With the Business Intelligence tools market growing by almost 13% in 2010, and generating total revenues of over $4bn in the second half of the year alone, BI vendors might well think that they’re entering something of a golden age (http://www.businesswire.com/news/home/20110627005197/en/IDCs-Worldwide-Business-Intelligence-Tools-Tracker-Finds). The market doesn’t look like slowing down any time soon: with the Big Data era apparently upon us and the financial climate meaning businesses need to squeeze the last drops of value out of every asset they possess it’s only natural that organisations will keep looking to BI tools to help make the most out of their resources.
At the same time, Big Data means that we will also see the BI market evolve: as well as the front-end tools themselves, organisations will need stronger back-end systems to deal with the huge amount of information required. As a result, we can expect in-memory tools such as SAP’s HANA to add to BI revenues from 2011 onwards.

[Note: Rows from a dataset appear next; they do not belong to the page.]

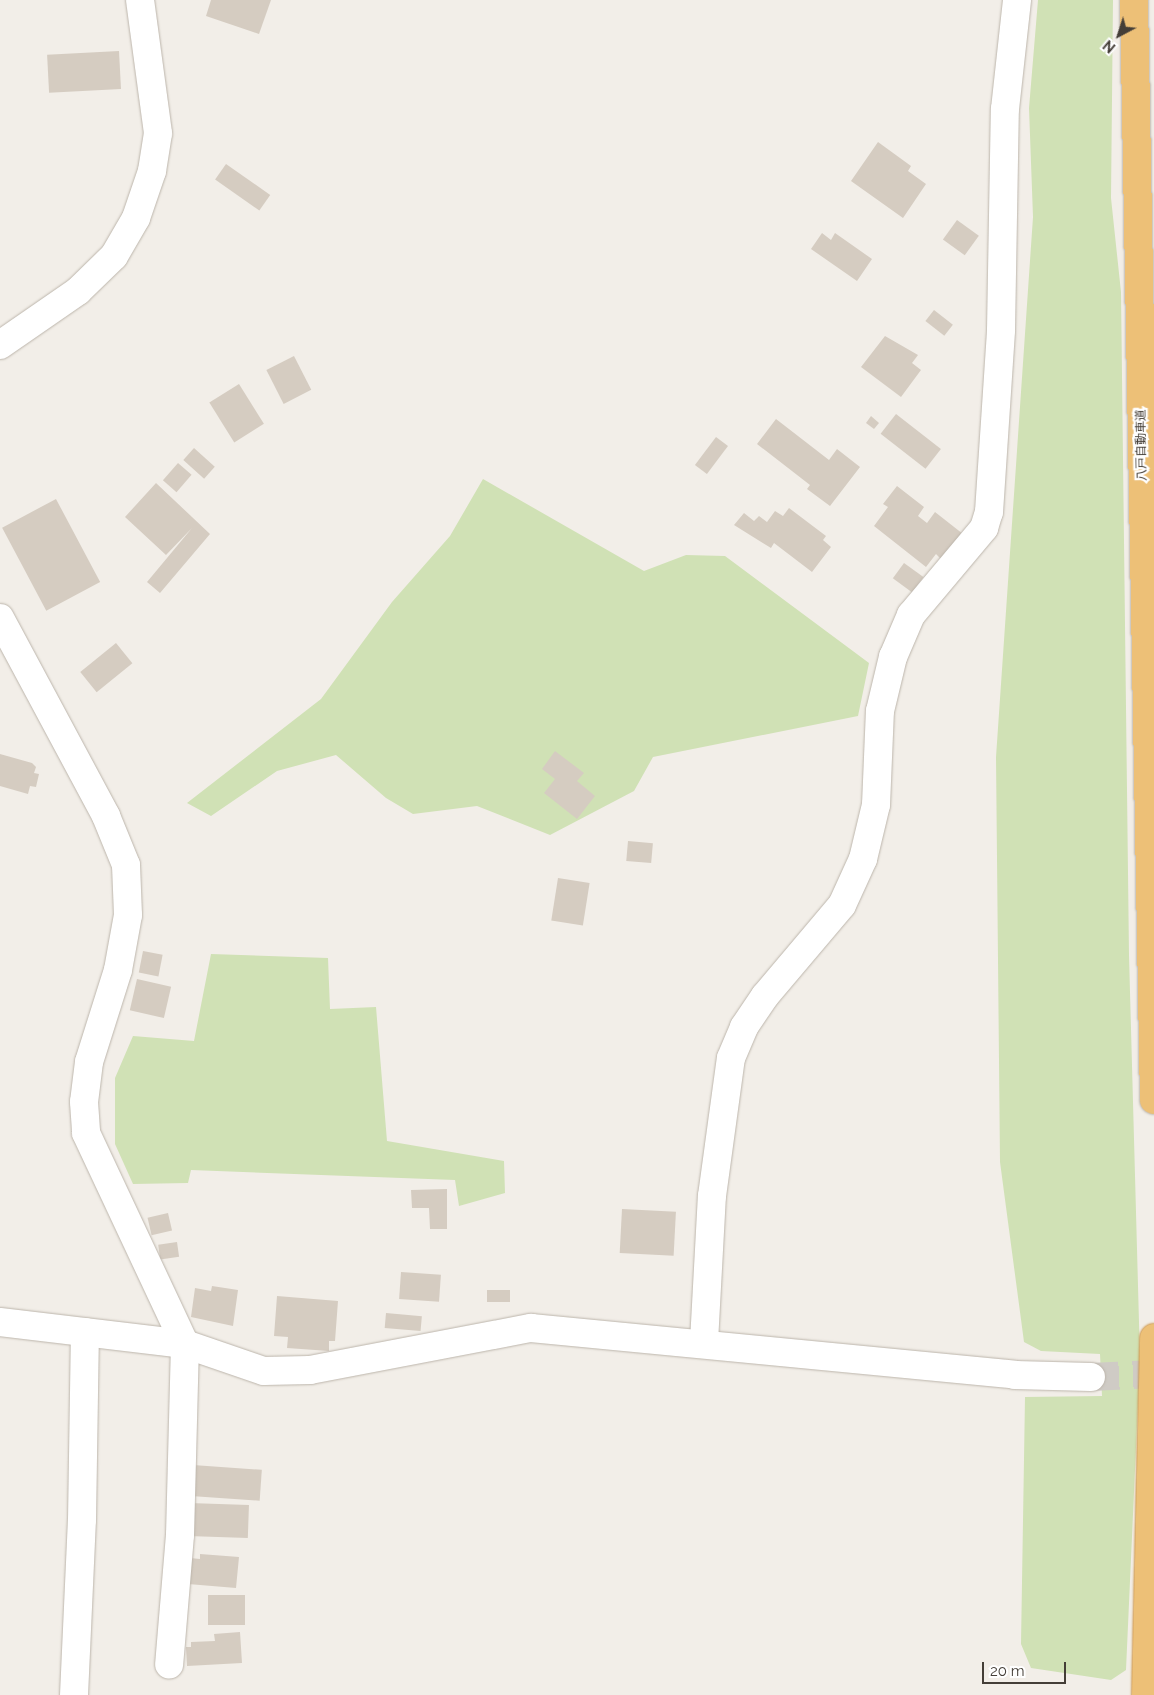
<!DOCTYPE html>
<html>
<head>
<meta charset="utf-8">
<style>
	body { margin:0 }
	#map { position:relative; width:1154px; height:1695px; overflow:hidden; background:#f2eee8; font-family:Raleway,"Noto Sans JP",sans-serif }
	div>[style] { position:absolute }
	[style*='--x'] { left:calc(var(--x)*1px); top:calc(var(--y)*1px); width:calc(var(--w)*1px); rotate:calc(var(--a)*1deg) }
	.green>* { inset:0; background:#d0e1b5 }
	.building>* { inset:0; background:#d5ccc1; transform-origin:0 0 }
	.minor-tunnel>* { height:28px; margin-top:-14px; transform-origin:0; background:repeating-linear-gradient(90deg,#cfcbc5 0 28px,transparent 0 42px) }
	.roads { filter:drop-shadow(0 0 1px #bcb5ab) drop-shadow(0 0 1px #bcb5ab) }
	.minor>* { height:28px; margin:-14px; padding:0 14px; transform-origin:14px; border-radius:14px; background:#fff }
	.tertiary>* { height:28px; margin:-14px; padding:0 14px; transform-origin:14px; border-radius:14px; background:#fff }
	.motorway>* { height:28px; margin:-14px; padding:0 14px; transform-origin:14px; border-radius:14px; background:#edc077 }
	.bridges { filter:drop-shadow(0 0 1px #cb9449) drop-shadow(0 0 1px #cb9449) }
	.motorway-bridge>* { height:28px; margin:-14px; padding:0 14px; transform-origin:14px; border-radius:14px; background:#edc077 }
	span { translate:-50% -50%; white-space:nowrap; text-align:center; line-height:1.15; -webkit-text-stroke:4.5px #fff; paint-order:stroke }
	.street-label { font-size:12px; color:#443e37 }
	.north { position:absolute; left:1094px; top:10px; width:50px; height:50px; -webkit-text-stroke:4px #fff; paint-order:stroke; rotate:220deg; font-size:14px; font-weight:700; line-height:20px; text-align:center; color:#443e37 }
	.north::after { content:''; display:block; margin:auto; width:18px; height:22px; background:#443e37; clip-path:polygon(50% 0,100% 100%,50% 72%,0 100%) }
	.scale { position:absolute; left:982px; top:1662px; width:84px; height:22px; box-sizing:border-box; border:2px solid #443e37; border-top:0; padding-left:6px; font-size:15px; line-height:18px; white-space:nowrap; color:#443e37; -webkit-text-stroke:4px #fff; paint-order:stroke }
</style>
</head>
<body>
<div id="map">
	<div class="green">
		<div style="clip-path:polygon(1038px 0,1113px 0,1111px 198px,1121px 292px,1129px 955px,1140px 1359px,1126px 1670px,1111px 1680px,1031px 1668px,1021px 1644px,1025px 1397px,1102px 1396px,1100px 1354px,1041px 1351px,1024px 1342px,1000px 1162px,996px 757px,1033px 217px,1029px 108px)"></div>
		<div style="clip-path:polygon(483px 479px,644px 571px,686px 555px,725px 556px,869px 663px,858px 716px,653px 757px,634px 791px,550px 835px,477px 806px,413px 814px,386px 798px,336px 755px,277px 771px,211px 816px,187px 803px,321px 699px,392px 602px,450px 536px)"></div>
		<div style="clip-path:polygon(211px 954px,328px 958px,330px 1009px,376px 1007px,387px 1141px,504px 1161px,505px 1193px,459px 1206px,455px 1180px,191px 1170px,188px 1183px,133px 1184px,115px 1144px,115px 1078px,133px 1036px,194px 1041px)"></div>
	</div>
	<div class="building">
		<div style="clip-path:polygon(211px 0,271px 0,259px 34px,206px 16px)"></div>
		<div style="left:119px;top:51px;width:38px;height:72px;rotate:87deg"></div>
		<div style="clip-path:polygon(878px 142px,911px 166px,908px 171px,926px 184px,903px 218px,851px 181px)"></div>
		<div style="left:226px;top:164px;width:54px;height:19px;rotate:35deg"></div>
		<div style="left:957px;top:220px;width:27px;height:24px;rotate:36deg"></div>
		<div style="clip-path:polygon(822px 233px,831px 240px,835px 233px,872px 259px,857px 281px,811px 249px)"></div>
		<div style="left:934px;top:310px;width:24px;height:14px;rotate:38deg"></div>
		<div style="clip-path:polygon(885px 336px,918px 355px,912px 363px,921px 370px,901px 397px,861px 367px)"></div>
		<div style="left:294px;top:356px;width:38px;height:31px;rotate:63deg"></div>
		<div style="left:239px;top:384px;width:47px;height:35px;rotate:58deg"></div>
		<div style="left:896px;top:414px;width:57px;height:25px;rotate:38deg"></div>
		<div style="clip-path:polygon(871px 416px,879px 423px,874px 429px,866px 423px)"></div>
		<div style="clip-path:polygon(776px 419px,829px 460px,837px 449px,860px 467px,830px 506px,807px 489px,810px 485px,757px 444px)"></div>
		<div style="left:716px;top:437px;width:15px;height:35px;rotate:37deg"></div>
		<div style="left:194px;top:448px;width:28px;height:16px;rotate:42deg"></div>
		<div style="left:178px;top:463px;width:18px;height:23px;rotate:41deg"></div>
		<div style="clip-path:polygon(156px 483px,210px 534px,160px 593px,147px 582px,192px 528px,166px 555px,125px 517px)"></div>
		<div style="clip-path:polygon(897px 486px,924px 507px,918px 516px,927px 523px,935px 512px,963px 534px,943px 561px,936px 554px,926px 567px,874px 526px,888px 507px,883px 504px)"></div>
		<div style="left:56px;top:499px;width:94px;height:61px;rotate:62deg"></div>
		<div style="clip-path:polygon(789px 508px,826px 536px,823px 540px,831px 547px,812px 572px,774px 543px,771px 548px,734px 525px,744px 513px,754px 521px,759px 516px,767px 522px,775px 511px,783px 516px)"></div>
		<div style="left:904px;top:563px;width:24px;height:19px;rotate:36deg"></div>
		<div style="left:116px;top:643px;width:26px;height:46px;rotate:51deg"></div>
		<div style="clip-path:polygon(555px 751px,584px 773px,577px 781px,595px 796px,577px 819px,544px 793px,555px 779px,542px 769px)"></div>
		<div style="clip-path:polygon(0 754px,32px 763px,36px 767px,34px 773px,39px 774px,36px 787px,30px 786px,28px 794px,0 786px)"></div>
		<div style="left:628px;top:841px;width:25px;height:20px;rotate:5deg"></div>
		<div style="left:558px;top:878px;width:32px;height:43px;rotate:9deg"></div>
		<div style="left:143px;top:951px;width:20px;height:22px;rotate:11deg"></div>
		<div style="left:137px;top:979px;width:35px;height:32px;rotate:13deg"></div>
		<div style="clip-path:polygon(447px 1189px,447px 1229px,430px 1229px,429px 1208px,412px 1208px,411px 1190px)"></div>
		<div style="left:622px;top:1209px;width:54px;height:44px;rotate:3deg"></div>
		<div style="left:168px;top:1213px;width:18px;height:21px;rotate:77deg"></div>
		<div style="left:177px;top:1242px;width:15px;height:19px;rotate:82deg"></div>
		<div style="left:401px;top:1272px;width:40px;height:27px;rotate:4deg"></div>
		<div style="clip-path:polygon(212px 1286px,238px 1290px,233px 1326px,191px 1317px,195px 1288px,211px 1291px)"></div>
		<div style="left:487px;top:1290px;width:23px;height:12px"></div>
		<div style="clip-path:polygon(277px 1296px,338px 1301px,335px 1341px,329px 1341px,329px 1351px,287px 1348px,288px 1337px,274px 1336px)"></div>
		<div style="left:386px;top:1313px;width:36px;height:15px;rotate:5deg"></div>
		<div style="left:193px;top:1465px;width:69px;height:31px;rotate:4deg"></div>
		<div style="left:189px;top:1503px;width:60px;height:33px;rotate:2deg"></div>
		<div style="clip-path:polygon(200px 1554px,239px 1557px,236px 1588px,188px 1584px,190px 1558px,200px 1559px)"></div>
		<div style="left:208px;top:1595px;width:37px;height:30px"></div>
		<div style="clip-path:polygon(240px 1632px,242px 1663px,187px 1666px,186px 1647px,191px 1647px,191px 1642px,215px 1641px,214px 1634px)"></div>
	</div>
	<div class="minor-tunnel">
		<div style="--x:1091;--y:1377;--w:63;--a:-2.7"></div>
	</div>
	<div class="roads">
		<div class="minor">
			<div style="--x:0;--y:618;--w:225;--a:61.8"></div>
			<div style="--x:106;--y:816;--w:53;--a:67.8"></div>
			<div style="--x:126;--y:865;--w:50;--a:87.7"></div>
			<div style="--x:128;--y:915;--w:56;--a:100.3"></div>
			<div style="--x:118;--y:970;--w:96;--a:107.5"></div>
			<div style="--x:89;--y:1062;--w:40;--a:97.1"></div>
			<div style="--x:84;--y:1102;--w:31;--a:86"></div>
			<div style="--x:86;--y:1133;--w:233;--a:64.9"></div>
			<div style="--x:185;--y:1344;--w:191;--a:91.5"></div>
			<div style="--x:180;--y:1535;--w:130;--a:94.8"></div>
			<div style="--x:0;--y:1322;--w:186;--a:6.8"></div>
			<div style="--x:185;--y:1344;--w:83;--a:18.9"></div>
			<div style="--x:264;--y:1371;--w:46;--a:-1.2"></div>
			<div style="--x:310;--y:1370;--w:225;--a:-10.8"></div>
			<div style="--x:531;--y:1328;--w:486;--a:5.5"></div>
			<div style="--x:1015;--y:1375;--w:76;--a:1.5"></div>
			<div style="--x:704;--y:1342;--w:146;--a:-86.9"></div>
			<div style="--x:712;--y:1196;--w:139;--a:-82.2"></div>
			<div style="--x:731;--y:1058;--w:34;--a:-67"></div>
			<div style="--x:744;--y:1027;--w:37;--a:-56"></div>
			<div style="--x:765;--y:996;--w:119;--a:-49.8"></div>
			<div style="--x:842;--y:905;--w:51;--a:-65.5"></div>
			<div style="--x:863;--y:859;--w:56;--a:-76.5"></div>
			<div style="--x:876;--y:805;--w:94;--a:-87.6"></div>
			<div style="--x:880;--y:711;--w:56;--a:-76.5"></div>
			<div style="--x:893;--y:657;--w:46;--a:-66.8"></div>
			<div style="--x:911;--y:615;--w:114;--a:-50"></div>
			<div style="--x:984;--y:528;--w:17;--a:-73"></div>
			<div style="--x:989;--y:512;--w:182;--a:-86.2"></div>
			<div style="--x:1001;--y:330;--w:221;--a:-89"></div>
			<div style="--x:1005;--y:109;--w:110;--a:-83.7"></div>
			<div style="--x:74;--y:1695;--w:175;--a:-87.4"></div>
			<div style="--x:82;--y:1520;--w:188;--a:-89.1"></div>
		</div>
		<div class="tertiary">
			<div style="--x:0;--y:345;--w:95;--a:-34.7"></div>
			<div style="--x:78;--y:291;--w:50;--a:-44.2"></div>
			<div style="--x:114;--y:256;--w:44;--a:-59.9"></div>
			<div style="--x:136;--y:218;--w:50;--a:-71.2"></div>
			<div style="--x:152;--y:171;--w:38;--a:-81"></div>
			<div style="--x:158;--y:133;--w:134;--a:-97.7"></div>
		</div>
		<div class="motorway">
			<div style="--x:1134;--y:0;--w:1100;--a:88.96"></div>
		</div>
	</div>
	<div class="bridges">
		<div class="motorway-bridge">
			<div style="--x:1146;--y:1695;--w:357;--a:-88.7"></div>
		</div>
	</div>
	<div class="street-label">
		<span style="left:1142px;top:445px;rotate:-91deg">八戸自動車道</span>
	</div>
	<div class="north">N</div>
	<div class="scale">20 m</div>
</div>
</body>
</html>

However, with this growing market there is one statistic that I’d be much more interested in seeing. IDC is just the latest to show us exactly how much is being spent on BI, which is great news for the vendors. However, it would also be useful to see exactly what the return on investment of these tools is. Admittedly it may be more complicated to study, but I believe it makes a crucial difference if organisations can see this.
BI isn’t exactly going away and only very confident (for want of another word) organisations would say they can do without it entirely. Yet at the same time we need to see more information on what exactly we can expect from BI and how soon we will see a return, rather than simply how much we’re spending on it.